Newsgroups: sci.physics,sci.skeptic,alt.consciousness,sci.psychology,comp.ai.philosophy,sci.bio,sci.philosophy.meta,rec.arts.books,rec.arts.sf.science
Path: cantaloupe.srv.cs.cmu.edu!das-news2.harvard.edu!news2.near.net!MathWorks.Com!europa.eng.gtefsd.com!howland.reston.ans.net!usc!news.service.uci.edu!unogate!stgprao
From: stgprao@st.unocal.COM (Richard Ottolini)
Subject: Re: Roger Penrose's New Book (in HTML) 1.0
Message-ID: <CxtoEK.F3H@unocal.com>
Sender: news@unocal.com (Unocal USENET News)
Organization: Unocal Corporation
References: <37s8hp$mch@ixnews1.ix.netcom.com>
Date: Mon, 17 Oct 1994 15:01:32 GMT
Lines: 17
Xref: glinda.oz.cs.cmu.edu sci.physics:96673 sci.skeptic:91864 sci.psychology:28086 comp.ai.philosophy:21063 sci.bio:22394 sci.philosophy.meta:14118

I finally got around to reading substantial parts of it- main chapters 1,4,7,8
(skipping the digressions on physics).

One serious gap is almost no mention of how the results learned from cognitive
psychology fit in.  CP shows the brain/mind is peppered with artifacts due to
biology and evolution affecting mind function.
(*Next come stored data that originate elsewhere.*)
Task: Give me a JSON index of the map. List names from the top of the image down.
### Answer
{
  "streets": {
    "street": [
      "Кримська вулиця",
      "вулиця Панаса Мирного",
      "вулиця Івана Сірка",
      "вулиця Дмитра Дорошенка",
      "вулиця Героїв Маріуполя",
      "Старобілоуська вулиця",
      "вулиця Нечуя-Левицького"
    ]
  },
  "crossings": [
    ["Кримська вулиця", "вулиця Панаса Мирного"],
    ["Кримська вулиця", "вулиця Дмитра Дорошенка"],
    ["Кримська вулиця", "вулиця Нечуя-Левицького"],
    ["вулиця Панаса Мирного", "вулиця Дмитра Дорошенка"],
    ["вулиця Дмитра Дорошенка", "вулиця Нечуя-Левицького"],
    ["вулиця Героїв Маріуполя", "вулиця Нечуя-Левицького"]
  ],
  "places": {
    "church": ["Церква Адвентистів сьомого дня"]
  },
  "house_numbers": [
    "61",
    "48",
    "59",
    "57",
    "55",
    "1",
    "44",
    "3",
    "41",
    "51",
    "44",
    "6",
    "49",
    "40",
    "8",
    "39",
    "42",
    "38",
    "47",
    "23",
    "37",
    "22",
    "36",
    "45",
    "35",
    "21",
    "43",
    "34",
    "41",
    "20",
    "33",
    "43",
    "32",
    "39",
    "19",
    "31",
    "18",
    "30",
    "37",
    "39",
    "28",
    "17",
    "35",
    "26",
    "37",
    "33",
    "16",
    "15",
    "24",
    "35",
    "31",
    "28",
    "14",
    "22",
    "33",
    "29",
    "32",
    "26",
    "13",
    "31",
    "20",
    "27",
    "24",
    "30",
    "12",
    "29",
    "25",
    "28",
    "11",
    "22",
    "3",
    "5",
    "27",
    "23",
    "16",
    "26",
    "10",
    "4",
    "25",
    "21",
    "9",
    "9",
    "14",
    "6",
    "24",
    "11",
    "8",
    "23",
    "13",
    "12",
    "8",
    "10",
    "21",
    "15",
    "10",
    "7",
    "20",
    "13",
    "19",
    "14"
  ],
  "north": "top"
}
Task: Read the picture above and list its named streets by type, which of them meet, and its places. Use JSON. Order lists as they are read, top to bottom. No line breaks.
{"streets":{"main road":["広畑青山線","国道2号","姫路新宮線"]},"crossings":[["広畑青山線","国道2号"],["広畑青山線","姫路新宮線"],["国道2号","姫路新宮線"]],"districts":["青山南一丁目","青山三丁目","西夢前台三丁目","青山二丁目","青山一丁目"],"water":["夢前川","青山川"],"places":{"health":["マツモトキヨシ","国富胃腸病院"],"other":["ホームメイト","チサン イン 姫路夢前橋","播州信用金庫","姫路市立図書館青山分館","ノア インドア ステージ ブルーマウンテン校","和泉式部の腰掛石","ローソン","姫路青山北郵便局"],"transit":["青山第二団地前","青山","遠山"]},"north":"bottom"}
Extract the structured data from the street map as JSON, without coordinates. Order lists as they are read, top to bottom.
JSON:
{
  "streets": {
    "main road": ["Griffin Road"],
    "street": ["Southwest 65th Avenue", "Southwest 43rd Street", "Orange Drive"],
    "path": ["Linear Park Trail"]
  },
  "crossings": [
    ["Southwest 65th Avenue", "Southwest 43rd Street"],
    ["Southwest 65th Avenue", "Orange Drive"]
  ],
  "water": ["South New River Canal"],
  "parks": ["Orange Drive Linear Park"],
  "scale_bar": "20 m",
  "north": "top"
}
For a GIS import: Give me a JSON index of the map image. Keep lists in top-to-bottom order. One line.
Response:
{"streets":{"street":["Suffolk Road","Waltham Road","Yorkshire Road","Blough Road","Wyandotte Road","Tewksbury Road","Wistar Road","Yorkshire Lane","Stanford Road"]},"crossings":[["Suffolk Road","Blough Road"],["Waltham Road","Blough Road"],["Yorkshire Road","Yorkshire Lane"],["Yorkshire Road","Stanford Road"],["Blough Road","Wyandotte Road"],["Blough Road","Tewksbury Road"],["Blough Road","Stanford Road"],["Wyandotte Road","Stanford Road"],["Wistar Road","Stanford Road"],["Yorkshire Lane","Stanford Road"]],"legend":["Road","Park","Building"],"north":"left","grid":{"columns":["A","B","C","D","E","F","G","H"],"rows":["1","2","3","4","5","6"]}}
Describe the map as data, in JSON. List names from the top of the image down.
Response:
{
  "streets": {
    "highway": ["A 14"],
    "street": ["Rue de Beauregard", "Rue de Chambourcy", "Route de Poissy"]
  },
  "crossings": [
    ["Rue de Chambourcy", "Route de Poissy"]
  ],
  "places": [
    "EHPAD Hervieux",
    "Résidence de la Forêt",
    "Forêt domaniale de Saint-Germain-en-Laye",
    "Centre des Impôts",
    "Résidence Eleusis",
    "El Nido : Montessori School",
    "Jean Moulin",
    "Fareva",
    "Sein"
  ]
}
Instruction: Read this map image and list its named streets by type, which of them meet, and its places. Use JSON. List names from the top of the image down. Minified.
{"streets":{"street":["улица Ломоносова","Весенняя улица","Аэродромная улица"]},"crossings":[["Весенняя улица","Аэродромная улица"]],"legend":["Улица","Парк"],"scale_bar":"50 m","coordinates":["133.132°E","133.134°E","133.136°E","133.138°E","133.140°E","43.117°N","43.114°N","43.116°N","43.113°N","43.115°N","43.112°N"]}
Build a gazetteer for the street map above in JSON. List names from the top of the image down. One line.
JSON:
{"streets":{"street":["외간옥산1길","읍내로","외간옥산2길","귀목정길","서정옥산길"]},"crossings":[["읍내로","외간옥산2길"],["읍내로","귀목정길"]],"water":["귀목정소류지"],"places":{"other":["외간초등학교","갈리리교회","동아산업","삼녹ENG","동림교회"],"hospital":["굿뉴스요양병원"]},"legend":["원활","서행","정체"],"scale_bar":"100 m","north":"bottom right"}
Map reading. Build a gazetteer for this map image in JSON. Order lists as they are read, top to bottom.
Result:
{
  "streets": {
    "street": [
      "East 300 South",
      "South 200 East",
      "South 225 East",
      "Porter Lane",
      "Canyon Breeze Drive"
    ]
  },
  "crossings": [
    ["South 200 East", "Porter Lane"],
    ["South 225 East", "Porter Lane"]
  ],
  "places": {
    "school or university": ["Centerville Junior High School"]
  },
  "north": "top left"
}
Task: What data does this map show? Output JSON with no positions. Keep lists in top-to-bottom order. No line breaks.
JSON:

For example, conscious awareness
is related to the subparts of sensory awareness and short-term memory.
Penrose examines none of this material.

Second, the book reads like a New Age book- flittering from topic to topic,
some Penrose is intimately familar with like the math and physics, and others
he treats very superficially and mis-applies. (In a true New Age book the
authors know nothing about any of the topics they discuss and generalize
endlessly.)

I welcome Penrose's thoughtful specuatations about the relationship of
physics and consciousness, but don't agree with much of it.